When the Pharisees and Sadducees decide to put Jesus to the test they ask him a question that goes right to the heart of their faith, “which is the greatest commandment of the Law?” Jesus avoids their trap with a clear, precise and orthodox answer, saying:
You must love the Lord your God with all your heart, with all your soul and with all your mind… You must love your neighbour as yourself.
He goes on to remind his hearers that these two commandments are the underpinning of all of the Law and the Prophets. His answer is so clear and straightforward that it would seem impossible to mistake his meaning. We all know it’s true, we all believe it, but it doesn’t always make it past being a fine principle into the nitty-gritty practice of daily life. It is easy and comfortable to spiritualise the scriptural commandment to love, so that it has little effect on how we live our daily lives. We don’t have to reflect for very long to realise that that is not what Jesus meant. The love he talks of is practical, costly and life changing.

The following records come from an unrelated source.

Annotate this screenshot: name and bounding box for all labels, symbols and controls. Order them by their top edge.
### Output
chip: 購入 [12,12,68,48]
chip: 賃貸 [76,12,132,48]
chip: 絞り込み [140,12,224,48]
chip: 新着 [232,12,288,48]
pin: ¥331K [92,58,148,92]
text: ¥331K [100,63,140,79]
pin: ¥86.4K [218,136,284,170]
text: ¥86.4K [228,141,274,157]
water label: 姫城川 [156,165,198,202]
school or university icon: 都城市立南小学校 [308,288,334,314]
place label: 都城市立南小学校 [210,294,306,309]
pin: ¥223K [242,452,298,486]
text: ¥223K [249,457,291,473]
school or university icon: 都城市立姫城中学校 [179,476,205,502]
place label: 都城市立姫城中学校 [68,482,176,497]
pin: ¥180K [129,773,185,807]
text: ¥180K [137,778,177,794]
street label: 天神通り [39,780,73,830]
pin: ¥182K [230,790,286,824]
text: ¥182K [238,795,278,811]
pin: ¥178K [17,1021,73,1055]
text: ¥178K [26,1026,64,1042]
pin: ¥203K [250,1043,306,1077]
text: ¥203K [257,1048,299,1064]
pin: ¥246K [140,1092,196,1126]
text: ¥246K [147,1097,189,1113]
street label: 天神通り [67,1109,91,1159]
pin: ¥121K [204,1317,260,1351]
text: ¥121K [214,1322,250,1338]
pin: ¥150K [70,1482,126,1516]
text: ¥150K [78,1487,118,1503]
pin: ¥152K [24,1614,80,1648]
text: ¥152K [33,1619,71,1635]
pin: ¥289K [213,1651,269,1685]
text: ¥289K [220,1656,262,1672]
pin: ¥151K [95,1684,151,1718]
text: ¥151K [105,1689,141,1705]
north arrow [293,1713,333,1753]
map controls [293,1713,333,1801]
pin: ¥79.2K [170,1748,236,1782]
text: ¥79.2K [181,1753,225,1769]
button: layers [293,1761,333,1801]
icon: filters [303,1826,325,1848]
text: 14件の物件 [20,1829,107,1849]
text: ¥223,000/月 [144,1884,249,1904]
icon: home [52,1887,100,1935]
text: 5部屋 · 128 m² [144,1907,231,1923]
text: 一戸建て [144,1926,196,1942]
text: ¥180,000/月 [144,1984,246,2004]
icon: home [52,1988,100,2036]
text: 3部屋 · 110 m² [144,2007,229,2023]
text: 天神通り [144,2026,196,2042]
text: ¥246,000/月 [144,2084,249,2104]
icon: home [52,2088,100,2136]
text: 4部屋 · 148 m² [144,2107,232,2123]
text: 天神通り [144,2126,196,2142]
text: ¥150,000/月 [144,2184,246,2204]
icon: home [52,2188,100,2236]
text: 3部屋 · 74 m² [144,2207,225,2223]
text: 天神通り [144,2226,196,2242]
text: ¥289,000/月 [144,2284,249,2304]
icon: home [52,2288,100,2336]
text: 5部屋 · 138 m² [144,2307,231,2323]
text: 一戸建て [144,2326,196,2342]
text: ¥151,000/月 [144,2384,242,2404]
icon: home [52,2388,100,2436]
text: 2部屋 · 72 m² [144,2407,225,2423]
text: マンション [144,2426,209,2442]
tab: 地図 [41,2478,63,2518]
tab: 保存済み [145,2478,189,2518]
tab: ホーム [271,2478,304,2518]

St John Henry Newman has never been one of my favourite writers. I mostly encounter his work as readings in the Divine Office. In that situation I confess that I often lose the sense of his words in the Victorian flourishes of his style. So I was surprised when one of his Parochial and Plain Sermons stressed the practical implication of the Gospels’ message of love in a way that shone through the restraints of language and style with a clarity I couldn’t ignore:
By trying to love our relations and friends, by submitting to their wishes, though contrary to our own, by bearing with their infirmities, by overcoming their occasional waywardness by kindness, by dwelling on their excellences, and trying to copy them, thus it is that we form in our hearts that root of charity, which, though small at first, may, like the mustard seed, at last even overshadow the earth.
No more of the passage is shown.